"""
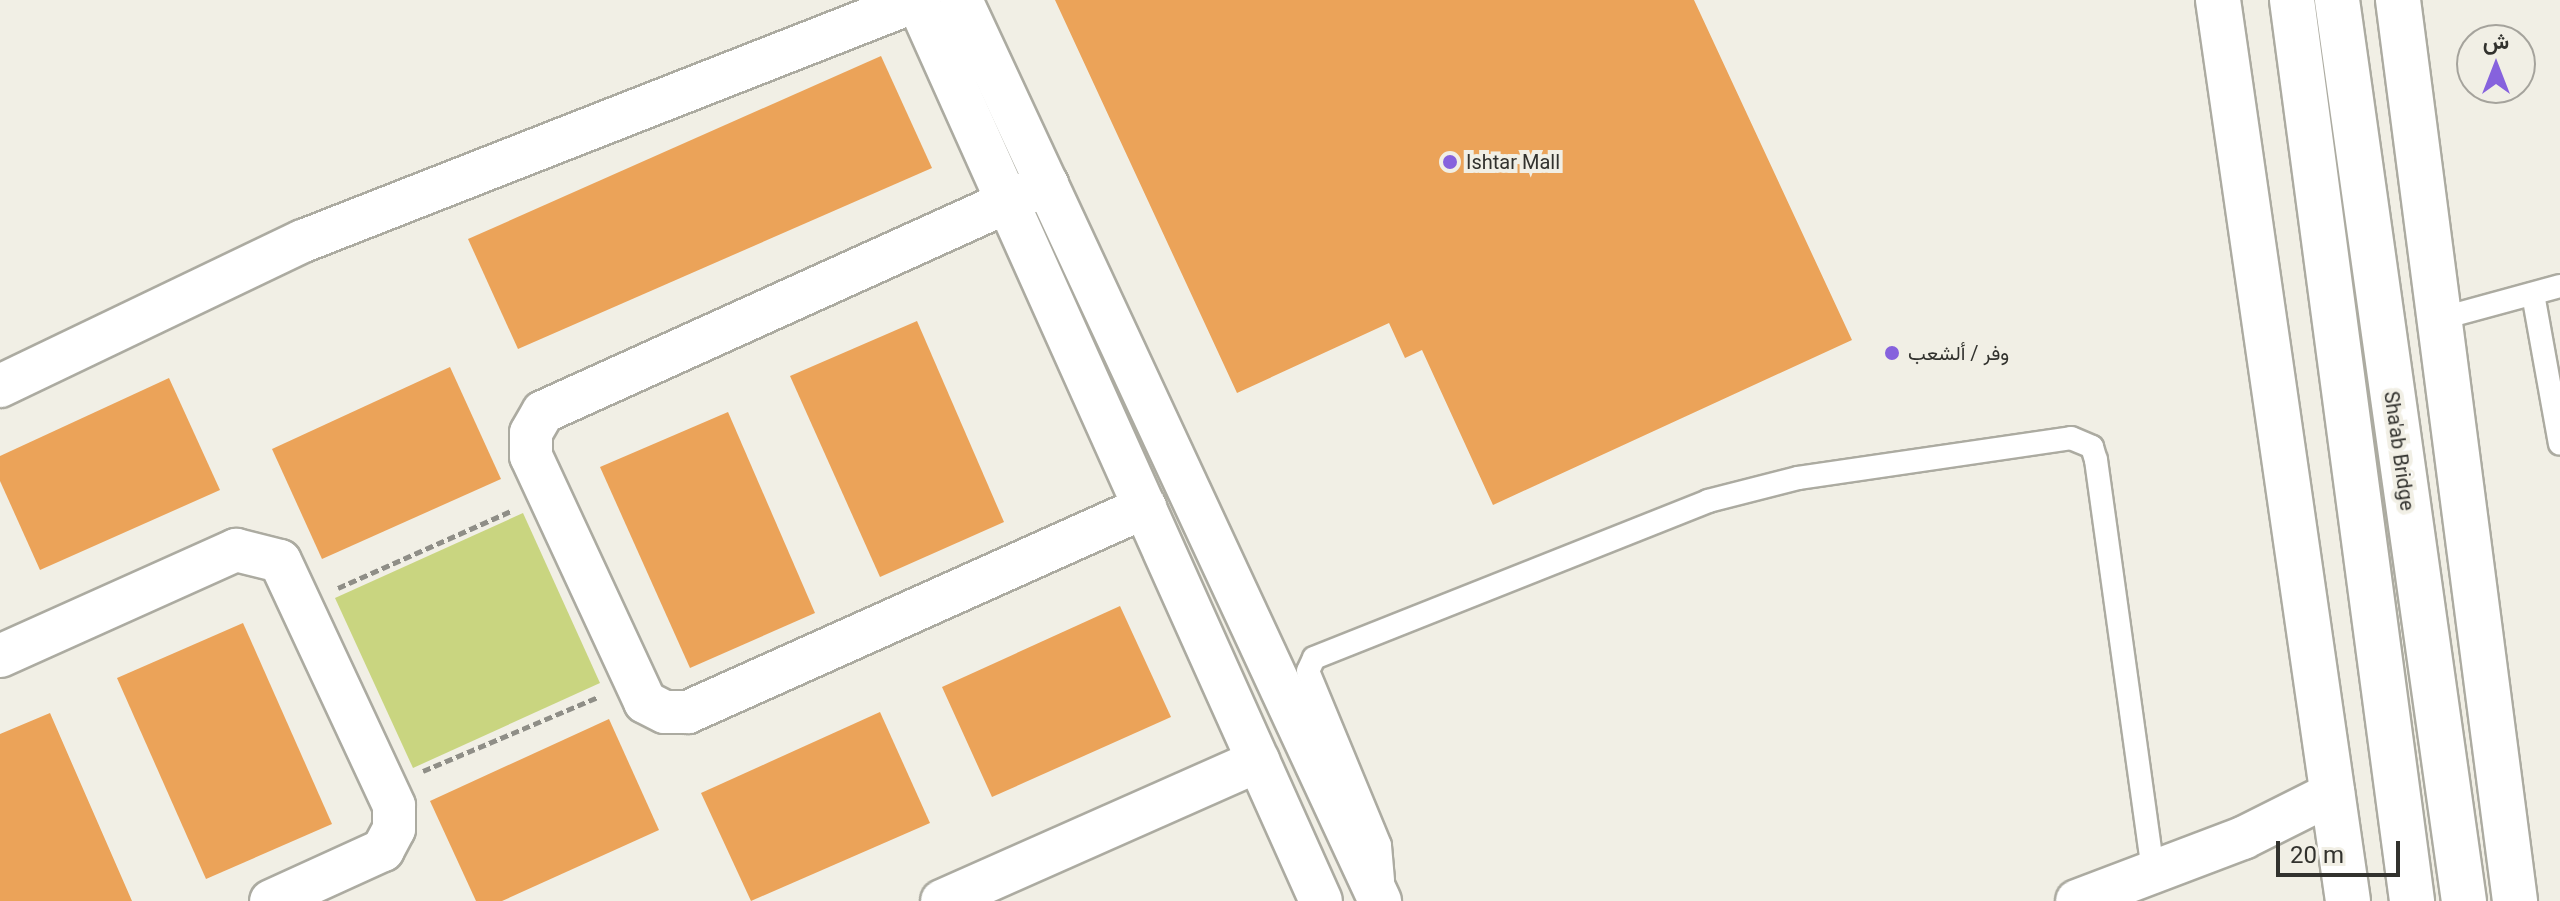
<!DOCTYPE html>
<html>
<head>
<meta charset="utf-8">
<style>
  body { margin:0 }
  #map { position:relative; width:2560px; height:901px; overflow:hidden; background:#f1efe5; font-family:Roboto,Vazirmatn,sans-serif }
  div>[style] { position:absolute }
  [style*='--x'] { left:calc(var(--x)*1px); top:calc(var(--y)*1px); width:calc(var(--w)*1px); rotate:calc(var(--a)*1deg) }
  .green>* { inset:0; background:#c9d580 }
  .building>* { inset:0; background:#eba359 }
  .path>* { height:5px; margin-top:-2.5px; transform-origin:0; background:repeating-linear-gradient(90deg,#8f8e87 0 8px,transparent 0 12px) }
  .roads { filter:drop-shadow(2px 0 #acaba1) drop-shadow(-2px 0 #acaba1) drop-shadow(0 2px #acaba1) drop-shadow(0 -2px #acaba1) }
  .service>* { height:22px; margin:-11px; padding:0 11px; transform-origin:11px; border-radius:11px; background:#fff }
  .minor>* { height:42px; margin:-21px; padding:0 21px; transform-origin:21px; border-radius:21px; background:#fff }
  .trunk>* { height:44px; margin:-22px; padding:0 22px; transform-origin:22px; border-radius:22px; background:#fff }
  .dots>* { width:22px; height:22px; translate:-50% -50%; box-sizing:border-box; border:4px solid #f1efe5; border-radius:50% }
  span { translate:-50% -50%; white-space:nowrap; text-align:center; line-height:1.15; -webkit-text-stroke:8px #f1efe5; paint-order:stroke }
  .poi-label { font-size:20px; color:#32322e }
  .left { translate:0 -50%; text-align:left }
  .street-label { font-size:20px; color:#32322e }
  .north { position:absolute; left:2456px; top:24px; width:80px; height:80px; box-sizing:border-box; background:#f1efe5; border:2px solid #a5a39c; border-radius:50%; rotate:0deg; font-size:22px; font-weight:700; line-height:32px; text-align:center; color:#32322e }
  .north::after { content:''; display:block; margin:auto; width:28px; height:36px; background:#8662dd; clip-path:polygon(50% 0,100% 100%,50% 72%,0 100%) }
  .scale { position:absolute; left:2276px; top:841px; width:124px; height:36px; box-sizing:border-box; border:4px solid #32322e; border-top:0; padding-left:10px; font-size:24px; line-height:28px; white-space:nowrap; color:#32322e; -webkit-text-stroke:6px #f1efe5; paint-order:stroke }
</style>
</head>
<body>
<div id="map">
  <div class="green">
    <i style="clip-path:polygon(523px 513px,600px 683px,413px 768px,335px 598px)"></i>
  </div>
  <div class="building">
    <i style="clip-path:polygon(1055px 0,1694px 0,1852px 340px,1493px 505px,1422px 350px,1405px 358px,1389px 323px,1237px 393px)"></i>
    <i style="clip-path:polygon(881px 56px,932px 168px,518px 349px,468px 239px)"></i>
    <i style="clip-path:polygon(917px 321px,1004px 522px,880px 577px,790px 376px)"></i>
    <i style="clip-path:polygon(450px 367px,501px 479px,322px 559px,272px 449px)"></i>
    <i style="clip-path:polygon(169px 378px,220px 490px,40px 570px,0 481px,0 456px)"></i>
    <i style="clip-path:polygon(728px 412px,815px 613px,690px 668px,600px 467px)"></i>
    <i style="clip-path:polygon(1120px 606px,1171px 717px,992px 797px,942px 687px)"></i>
    <i style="clip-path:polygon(243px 623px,332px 824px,206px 879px,117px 678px)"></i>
    <i style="clip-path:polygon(880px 712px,930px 823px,751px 901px,701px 793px)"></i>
    <i style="clip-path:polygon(50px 713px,70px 759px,132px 901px,0 901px,0 734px)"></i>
    <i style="clip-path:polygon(609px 719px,659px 830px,502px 901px,476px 901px,430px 801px)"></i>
  </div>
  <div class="path">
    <i style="--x:338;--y:588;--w:189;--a:-24"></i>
    <i style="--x:423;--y:771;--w:190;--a:-22.9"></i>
  </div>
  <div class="roads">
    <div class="service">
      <i style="--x:2533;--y:294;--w:152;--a:79.8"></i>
      <i style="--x:2439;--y:319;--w:125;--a:-15.3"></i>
      <i style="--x:1383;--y:880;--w:35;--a:-95"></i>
      <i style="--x:1380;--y:845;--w:188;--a:-112.5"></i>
      <i style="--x:1308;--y:671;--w:14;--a:-65"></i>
      <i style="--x:1314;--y:658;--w:424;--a:-21.7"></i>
      <i style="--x:1708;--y:501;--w:93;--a:-14.3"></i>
      <i style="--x:1798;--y:478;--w:276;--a:-8.3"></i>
      <i style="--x:2071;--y:438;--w:23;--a:23"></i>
      <i style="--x:2092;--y:447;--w:14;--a:73"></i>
      <i style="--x:2096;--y:460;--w:416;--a:82.1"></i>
    </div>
    <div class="minor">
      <i style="--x:917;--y:0;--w:987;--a:65.85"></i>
      <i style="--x:961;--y:0;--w:994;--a:65.06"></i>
      <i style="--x:1047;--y:184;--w:553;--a:155.66"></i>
      <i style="--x:543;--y:412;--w:24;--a:120"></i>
      <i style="--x:531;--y:433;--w:23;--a:90"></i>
      <i style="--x:531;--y:456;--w:271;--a:65.1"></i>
      <i style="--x:645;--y:702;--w:22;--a:27"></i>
      <i style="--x:665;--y:712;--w:23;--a:0"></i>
      <i style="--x:688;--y:712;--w:501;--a:-24.16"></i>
      <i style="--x:0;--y:386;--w:336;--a:-25.6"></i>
      <i style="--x:303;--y:241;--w:661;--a:-21.4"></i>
      <i style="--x:0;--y:656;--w:259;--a:-24.2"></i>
      <i style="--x:236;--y:550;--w:45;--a:14"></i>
      <i style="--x:280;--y:561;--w:270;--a:65"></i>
      <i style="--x:394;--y:806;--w:23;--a:90"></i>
      <i style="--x:394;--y:829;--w:24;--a:118"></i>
      <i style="--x:383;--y:850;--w:123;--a:155.5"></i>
      <i style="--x:942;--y:901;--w:346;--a:-23.9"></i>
      <i style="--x:2077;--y:901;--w:178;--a:-20.8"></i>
      <i style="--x:2243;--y:838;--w:101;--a:-26.6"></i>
    </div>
    <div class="trunk">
      <i style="--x:2218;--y:0;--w:910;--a:81.79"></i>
      <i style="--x:2292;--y:0;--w:909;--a:82.41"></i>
      <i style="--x:2337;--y:0;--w:910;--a:81.98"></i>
      <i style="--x:2398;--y:0;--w:909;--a:82.6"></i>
    </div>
  </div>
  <div class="dots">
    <i style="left:1450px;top:162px;background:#8662dd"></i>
    <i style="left:1892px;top:353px;background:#8662dd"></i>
  </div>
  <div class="poi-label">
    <span class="left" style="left:1466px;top:162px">Ishtar Mall</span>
    <span class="left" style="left:1908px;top:353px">وفر / ألشعب</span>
  </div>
  <div class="street-label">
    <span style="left:2399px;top:451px;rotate:82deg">Sha'ab Bridge</span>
  </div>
  <div class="north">ش</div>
  <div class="scale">20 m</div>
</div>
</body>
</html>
"""
◆ **GOAL OF THE EXERCISE**: Wherever a line in the data above holds the word "roads", copy that line.

◆ **SOLVED PROBLEM**:
  .roads { filter:drop-shadow(2px 0 #acaba1) drop-shadow(-2px 0 #acaba1) drop-shadow(0 2px #acaba1) drop-shadow(0 -2px #acaba1) }
  <div class="roads">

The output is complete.